Why Dhruva Policy Now?
India’s DPI journey has thus far been driven by a combination of state-led innovation, startup ecosystems, and multilateral engagements. However, the rapid expansion has also brought challenges:
- Lack of uniform regulatory standards
- Fragmentation across platforms
- Concerns around data privacy, monopolies, and exclusion
To address these, Dhruva acts as a compass balancing innovation with safeguards, speed with sustainability, and domestic needs with global relevance.

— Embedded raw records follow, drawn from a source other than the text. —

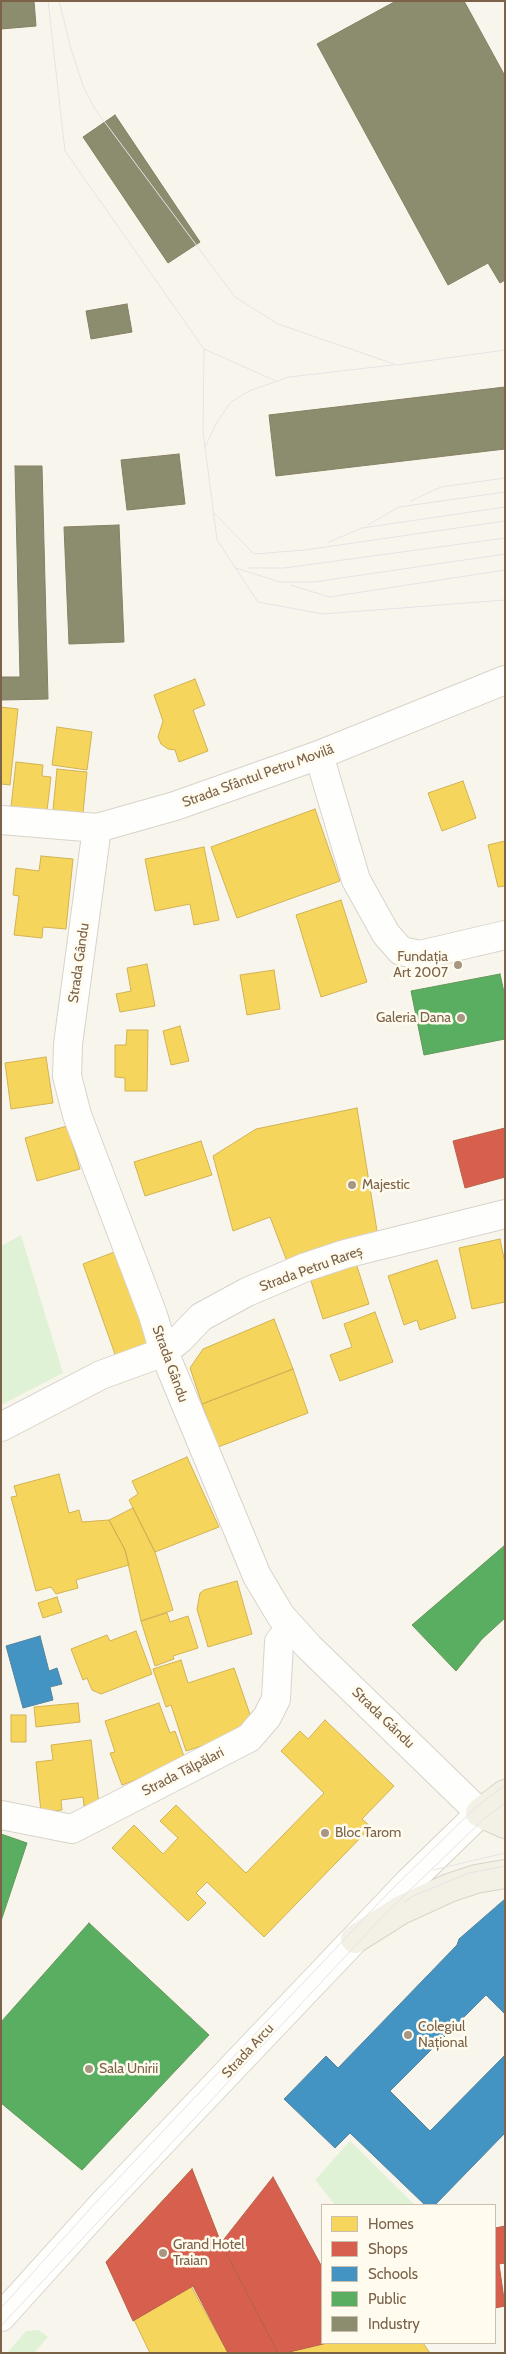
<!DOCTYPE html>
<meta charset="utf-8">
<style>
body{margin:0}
#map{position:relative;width:506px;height:2354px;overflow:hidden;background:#f8f6ec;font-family:Cabin,sans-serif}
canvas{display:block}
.frame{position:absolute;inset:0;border:2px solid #7b6248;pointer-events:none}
.legend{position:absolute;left:321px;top:2204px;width:175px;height:140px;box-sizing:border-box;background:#fffbef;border:1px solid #cabeac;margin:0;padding:6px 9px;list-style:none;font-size:15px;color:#7b6248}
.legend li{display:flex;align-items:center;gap:10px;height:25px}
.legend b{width:25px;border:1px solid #cabeac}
</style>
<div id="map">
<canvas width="506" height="2354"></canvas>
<div class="frame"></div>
<ul class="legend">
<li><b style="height:14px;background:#f6d55c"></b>Homes</li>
<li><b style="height:14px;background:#d6604d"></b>Shops</li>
<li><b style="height:14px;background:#4393c3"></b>Schools</li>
<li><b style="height:14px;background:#5aae61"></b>Public</li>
<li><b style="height:14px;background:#8c8c6e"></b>Industry</li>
</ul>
</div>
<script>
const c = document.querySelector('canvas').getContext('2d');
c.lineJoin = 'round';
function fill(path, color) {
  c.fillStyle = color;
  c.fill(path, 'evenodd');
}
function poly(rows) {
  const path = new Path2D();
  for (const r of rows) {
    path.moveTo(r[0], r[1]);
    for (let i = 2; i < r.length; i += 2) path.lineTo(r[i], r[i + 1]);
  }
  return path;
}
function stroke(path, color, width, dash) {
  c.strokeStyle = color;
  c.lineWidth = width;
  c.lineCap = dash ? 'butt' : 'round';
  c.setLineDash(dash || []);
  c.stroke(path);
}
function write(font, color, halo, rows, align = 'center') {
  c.font = font + ' Cabin,sans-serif';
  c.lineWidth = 5;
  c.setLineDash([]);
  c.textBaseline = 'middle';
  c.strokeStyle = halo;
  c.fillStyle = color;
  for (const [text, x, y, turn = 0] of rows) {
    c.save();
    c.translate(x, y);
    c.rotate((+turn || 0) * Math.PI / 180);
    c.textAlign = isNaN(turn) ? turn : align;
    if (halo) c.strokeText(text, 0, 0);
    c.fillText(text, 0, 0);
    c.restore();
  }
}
const green = poly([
 [21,1235,63,1373,1,1405,1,1246],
 [350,2141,415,2205,335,2205,315,2180],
 [39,2330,48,2337,34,2353,7,2353,26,2331]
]);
const homes = poly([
 [195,679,205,705,193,710,208,751,179,762,175,750,168,749,161,744,158,737,163,721,154,695,195,679],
 [1,707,18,709,10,785,1,784,1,707],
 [57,727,92,732,87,770,52,765,57,727],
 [16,762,43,765,42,776,51,777,47,811,11,807,16,762],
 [57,769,87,772,83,813,53,810,57,769],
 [463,781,476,818,442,831,428,793,463,781],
 [315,809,340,881,237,918,211,847,315,809],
 [505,841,505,886,498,887,488,845,505,841],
 [204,847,219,920,194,925,190,904,155,911,145,859,204,847],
 [41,856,73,859,66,929,43,927,42,938,14,935,19,896,13,895,16,868,39,871,41,856],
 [341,900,367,982,321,997,296,915,341,900],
 [147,964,155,1006,120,1012,116,994,131,991,127,968,147,964],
 [274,970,280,1009,247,1015,240,975,274,970],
 [180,1026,189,1061,171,1065,163,1031,180,1026],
 [127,1030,148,1030,147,1091,125,1091,125,1078,115,1077,115,1045,126,1045,127,1030],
 [46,1057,53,1103,11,1109,5,1063,46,1057],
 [357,1108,378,1237,288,1264,270,1217,233,1231,213,1156,256,1129,357,1108],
 [67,1126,80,1169,37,1181,25,1138,67,1126],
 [201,1141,212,1175,145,1196,134,1162,201,1141],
 [500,1239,505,1263,505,1302,472,1309,459,1248,500,1239],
 [117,1251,149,1343,116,1357,83,1264,117,1251],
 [437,1260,456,1318,420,1330,417,1320,404,1325,388,1276,437,1260],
 [356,1263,369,1304,323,1319,310,1278,356,1263],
 [375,1312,393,1362,340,1381,330,1355,352,1347,344,1324,375,1312],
 [274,1319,293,1369,202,1404,190,1368,203,1349,274,1319],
 [293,1369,308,1413,218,1447,202,1404,293,1369],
 [187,1457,219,1527,155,1552,129,1500,138,1494,132,1481,187,1457],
 [59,1474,69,1513,79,1510,82,1522,109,1520,125,1550,129,1565,76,1580,78,1588,56,1594,51,1587,36,1591,11,1497,17,1496,14,1486,59,1474],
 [133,1508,155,1552,173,1610,141,1621,125,1550,109,1520,133,1508],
 [237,1581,252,1634,208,1647,197,1609,200,1593,204,1590,237,1581],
 [57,1597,62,1612,43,1618,38,1603,57,1597],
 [167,1613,170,1622,188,1616,198,1648,173,1656,174,1659,155,1666,141,1621,167,1613],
 [136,1631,152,1674,101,1694,92,1690,87,1678,83,1680,71,1649,107,1635,110,1641,136,1631],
 [181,1660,188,1683,234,1668,255,1729,186,1751,171,1705,166,1707,153,1669,181,1660],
 [78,1703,80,1722,36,1727,34,1707,78,1703],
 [159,1703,170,1733,175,1731,186,1762,122,1785,110,1753,115,1752,105,1721,159,1703],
 [11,1715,26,1715,26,1742,11,1742,11,1715],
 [325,1720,394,1786,362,1819,371,1827,264,1937,207,1882,196,1893,206,1903,188,1921,112,1848,134,1825,163,1854,178,1838,160,1821,176,1805,246,1873,324,1793,281,1751,300,1731,308,1739,325,1720],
 [91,1740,99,1804,84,1806,83,1797,61,1800,62,1810,41,1812,36,1762,53,1760,51,1745,91,1740],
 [192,2169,221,2243,186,2277,228,2353,150,2353,106,2262,192,2169],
 [327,2343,423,2343,430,2353,285,2353,327,2343]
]);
const shops = poly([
 [505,1128,505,1177,465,1188,453,1141,505,1128],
 [192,2169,221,2243,278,2353,228,2353,193,2286,133,2321,106,2262,192,2169],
 [273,2177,322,2267,322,2343,327,2343,285,2353,278,2353,221,2243,273,2177],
 [505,2226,505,2263,499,2264,505,2306,495,2308,495,2228,505,2226]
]);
const schools = poly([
 [40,1636,49,1671,57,1668,62,1684,50,1687,53,1700,23,1708,6,1646,40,1636],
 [505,1899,505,2014,486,1995,390,2091,430,2131,505,2055,505,2133,435,2205,425,2205,350,2133,335,2148,284,2099,326,2056,338,2068,457,1945,459,1939,505,1899]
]);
const public = poly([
 [500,974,505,997,505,1039,424,1055,411,991,500,974],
 [504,1546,505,1618,482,1639,456,1671,412,1625,504,1546],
 [1,1834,27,1843,1,1921,1,1834],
 [89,1923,209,2035,82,2170,1,2103,1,2022,89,1923]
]);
const industry = poly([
 [1,1,34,1,36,26,1,29,1,1],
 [396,1,464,1,505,76,505,280,500,283,488,263,448,285,317,44,396,1],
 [115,115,200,242,168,263,83,137,115,115],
 [127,304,132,332,91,339,86,311,127,304],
 [505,387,505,449,276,476,269,415,505,387],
 [179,454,185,504,127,510,121,460,179,454],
 [15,466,42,466,48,699,1,700,1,677,20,677,15,466],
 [119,525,124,642,69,644,64,527,119,525]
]);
const minor = poly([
 [319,755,356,880,386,934,401,951,420,955,505,935],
 [1,820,97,828,175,806,319,755,505,680],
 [1,1427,101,1375,164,1352,180,1339,201,1317,247,1292,306,1267,345,1254,505,1214],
 [1,1815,72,1829,249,1738,267,1717,276,1699,279,1642,290,1628],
 [1,2317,103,2204,253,2046,409,1882,480,1813,309,1647,281,1616,257,1576,164,1352,153,1315,77,1115,67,1076,68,1044,97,828]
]);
const major = poly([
 [505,1794,480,1813,505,1824],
 [355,1939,401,1910,449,1888,476,1879,505,1874]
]);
const tram = poly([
 [48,1,65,151,204,349,203,431,217,540,258,602,323,614,505,600],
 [59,1,71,49,83,86,95,109,235,297,278,324,397,365,505,350],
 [204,349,276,381],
 [205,447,217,422,231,402,249,391,289,377,393,365],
 [411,501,441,487,505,478],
 [213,512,254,554,305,550,505,521],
 [368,525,399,507,505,492],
 [329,542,362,528,505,507],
 [236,568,280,582,314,582,505,554],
 [248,568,284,568,505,538],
 [291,585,329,597,505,570],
 [433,1870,505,1853],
 [404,1902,415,1895,469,1873,505,1866],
 [1,2308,98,2200,389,1892,475,1808,505,1785],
 [1,2326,383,1916,486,1817,505,1803]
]);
const markers = [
 [458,965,5,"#a79681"],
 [461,1018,5,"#a79681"],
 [352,1185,5,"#a79681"],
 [325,1833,5,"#a79681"],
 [408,2035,5,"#a79681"],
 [89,2069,5,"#a79681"],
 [163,2253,5,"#a79681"]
];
const streetNames = [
 ["Strada Sfântul Petru Movilă",258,776,-20],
 ["Strada Gându",79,963,-82],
 ["Strada Petru Rareș",311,1269,-20],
 ["Strada Gându",170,1364,70],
 ["Strada Gându",383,1718,44],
 ["Strada Tălpălari",183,1772,-27],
 ["Strada Arcu",248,2051,-47]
];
const poiNames = [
 ["Fundația",448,957,"right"],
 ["Art 2007",448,973,"right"],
 ["Galeria Dana",451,1018,"right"],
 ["Majestic",362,1185],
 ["Bloc Tarom",335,1833],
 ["Colegiul",418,2027],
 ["Național",418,2043],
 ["Sala Unirii",99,2069],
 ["Grand Hotel",173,2245],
 ["Traian",173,2261]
];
fill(green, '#e0f2d5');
fill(homes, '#f6d55c');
stroke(homes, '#d1b256', 1);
fill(shops, '#d6604d');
stroke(shops, '#bb614c', 1);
fill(schools, '#4393c3');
stroke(schools, '#54849e', 1);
fill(public, '#5aae61');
stroke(public, '#64975a', 1);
fill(industry, '#8c8c6e');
stroke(industry, '#877f63', 1);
stroke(minor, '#d8d3ca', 30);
stroke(major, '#dad3c9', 30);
stroke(minor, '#fefefc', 28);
stroke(major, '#f3f1e6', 28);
stroke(tram, '#e6e2e6', 1);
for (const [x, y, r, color] of markers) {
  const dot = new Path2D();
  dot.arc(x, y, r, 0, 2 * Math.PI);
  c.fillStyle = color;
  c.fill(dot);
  stroke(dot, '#fffbef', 2);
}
write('14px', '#7b6248', '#fffbef', streetNames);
write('14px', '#7b6248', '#fffbef', poiNames, 'left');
</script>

Key Pillars of Dhruva Policy
- Digital Sovereignty & Data Protection
Ensures that citizen data is stored, processed, and governed with full transparency and compliance with privacy laws. - Digital Commons & Open Standards
DPI should be non-proprietary and publicly accountable, enabling innovation while preventing monopolistic control. - Interoperability & Reusability
Building blocks should plug into each other seamlessly (e.g., CoWIN into Ayushman Bharat), creating a layered but unified public tech infrastructure. - Trust Frameworks
From digital IDs to consent managers (like Sahamati), Dhruva promotes frameworks that place the user at the center.
Global Resonance
India is increasingly being seen as a DPI superpower. In forums such as the G20, India has proposed the Digital Public Infrastructure Repository, sharing technical knowledge and open-source code with developing nations. The India Stack is already being piloted or adapted in over a dozen countries.

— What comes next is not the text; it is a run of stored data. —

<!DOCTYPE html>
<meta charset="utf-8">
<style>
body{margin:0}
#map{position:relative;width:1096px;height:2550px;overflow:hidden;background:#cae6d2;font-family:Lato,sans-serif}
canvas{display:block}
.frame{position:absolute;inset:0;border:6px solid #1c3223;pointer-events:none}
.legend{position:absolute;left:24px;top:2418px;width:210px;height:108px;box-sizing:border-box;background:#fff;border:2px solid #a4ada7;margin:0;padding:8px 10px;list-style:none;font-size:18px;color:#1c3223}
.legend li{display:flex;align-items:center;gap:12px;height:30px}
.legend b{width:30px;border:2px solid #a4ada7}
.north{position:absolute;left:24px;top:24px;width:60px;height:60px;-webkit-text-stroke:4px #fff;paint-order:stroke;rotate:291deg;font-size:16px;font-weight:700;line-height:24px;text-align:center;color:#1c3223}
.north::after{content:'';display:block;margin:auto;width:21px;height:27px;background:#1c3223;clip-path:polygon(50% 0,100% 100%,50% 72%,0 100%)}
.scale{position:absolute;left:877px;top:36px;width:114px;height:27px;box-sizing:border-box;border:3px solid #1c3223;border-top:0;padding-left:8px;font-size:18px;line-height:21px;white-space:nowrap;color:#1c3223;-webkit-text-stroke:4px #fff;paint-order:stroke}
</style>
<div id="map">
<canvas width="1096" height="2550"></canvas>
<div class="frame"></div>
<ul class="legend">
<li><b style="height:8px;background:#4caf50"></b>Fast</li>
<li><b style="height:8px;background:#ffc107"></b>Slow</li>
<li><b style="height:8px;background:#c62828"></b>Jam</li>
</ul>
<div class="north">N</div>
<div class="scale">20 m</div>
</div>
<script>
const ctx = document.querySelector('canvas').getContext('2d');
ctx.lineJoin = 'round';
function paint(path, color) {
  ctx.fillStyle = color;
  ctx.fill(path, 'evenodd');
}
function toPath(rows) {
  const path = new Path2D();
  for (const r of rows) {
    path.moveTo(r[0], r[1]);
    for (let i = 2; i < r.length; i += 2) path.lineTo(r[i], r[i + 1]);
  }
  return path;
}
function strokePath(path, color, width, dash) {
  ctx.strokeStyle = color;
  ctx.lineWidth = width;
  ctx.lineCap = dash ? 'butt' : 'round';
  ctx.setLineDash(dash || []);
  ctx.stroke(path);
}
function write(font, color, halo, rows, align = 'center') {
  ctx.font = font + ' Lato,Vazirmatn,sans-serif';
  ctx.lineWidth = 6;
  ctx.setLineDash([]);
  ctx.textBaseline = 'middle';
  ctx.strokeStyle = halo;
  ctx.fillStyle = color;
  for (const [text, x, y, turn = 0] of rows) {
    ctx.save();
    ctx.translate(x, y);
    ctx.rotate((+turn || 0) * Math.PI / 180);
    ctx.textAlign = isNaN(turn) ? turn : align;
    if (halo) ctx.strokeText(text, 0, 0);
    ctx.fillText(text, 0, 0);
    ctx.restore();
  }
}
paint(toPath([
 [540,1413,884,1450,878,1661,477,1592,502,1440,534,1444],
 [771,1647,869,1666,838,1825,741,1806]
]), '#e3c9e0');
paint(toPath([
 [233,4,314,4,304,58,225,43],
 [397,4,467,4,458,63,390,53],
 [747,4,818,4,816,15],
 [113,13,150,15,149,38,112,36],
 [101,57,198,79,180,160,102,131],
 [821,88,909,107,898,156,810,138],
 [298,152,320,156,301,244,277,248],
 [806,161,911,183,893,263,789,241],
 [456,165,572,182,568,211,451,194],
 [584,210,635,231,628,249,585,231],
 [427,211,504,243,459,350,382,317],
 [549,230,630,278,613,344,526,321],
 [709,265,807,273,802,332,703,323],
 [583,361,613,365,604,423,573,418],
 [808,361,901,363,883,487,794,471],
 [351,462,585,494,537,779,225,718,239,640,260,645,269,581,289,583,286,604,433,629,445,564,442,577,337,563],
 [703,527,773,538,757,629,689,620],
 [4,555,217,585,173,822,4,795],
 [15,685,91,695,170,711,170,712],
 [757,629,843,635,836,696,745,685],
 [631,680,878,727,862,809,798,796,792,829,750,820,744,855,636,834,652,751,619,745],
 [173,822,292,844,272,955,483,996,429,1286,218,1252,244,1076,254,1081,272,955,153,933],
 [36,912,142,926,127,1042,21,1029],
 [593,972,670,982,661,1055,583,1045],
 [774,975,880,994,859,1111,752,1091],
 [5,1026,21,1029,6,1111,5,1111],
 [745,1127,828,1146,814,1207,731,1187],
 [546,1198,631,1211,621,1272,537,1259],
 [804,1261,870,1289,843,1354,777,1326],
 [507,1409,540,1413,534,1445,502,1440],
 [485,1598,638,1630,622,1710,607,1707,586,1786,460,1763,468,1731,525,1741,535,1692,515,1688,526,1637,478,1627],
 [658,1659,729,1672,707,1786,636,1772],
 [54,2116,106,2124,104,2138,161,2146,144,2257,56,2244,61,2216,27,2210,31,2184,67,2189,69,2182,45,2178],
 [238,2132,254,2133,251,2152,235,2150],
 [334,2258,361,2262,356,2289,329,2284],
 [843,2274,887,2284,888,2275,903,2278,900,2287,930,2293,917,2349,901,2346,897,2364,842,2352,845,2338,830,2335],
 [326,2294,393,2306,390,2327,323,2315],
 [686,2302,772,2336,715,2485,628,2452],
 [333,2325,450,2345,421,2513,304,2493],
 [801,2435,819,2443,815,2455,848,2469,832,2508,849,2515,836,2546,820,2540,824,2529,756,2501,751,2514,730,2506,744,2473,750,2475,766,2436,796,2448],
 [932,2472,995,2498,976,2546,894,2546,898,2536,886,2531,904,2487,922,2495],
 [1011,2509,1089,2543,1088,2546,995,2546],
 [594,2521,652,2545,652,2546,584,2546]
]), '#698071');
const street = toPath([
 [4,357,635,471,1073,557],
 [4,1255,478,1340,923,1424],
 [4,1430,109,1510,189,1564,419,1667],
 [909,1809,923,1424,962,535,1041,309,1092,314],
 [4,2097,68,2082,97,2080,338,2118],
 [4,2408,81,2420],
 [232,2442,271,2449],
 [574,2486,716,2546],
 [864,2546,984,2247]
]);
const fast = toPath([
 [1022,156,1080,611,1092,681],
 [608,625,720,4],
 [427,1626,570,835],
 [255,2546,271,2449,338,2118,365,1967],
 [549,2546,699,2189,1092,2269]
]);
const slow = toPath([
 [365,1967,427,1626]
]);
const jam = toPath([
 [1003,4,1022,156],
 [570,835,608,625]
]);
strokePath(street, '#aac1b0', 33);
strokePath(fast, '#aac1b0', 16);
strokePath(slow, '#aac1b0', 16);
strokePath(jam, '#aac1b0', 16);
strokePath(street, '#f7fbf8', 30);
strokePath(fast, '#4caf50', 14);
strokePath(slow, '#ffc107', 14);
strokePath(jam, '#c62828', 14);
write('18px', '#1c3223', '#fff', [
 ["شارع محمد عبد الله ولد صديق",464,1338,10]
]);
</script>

The Dhruva Policy will allow India to formalize this leadership, offering a replicable model backed by legal, financial, and ethical guarantees.
Challenges Ahead
Despite its promise, implementing the Dhruva Policy won’t be without hurdles:
- Need for cross-ministerial alignment
- Managing cybersecurity threats
- Balancing public interest with private innovation
- Ensuring rural inclusion and digital literacy
The policy must also address the tension between centralization and federalism, ensuring states can adapt DPI to their local contexts.
Conclusion
The Dhruva Policy is not just about tech. It is about building a digitally sovereign, inclusive, and ethical future. It seeks to give direction to India’s DPI journey ensuring that as India builds more digital highways, it also puts up the necessary signboards, guardrails, and toll-free access points for every citizen.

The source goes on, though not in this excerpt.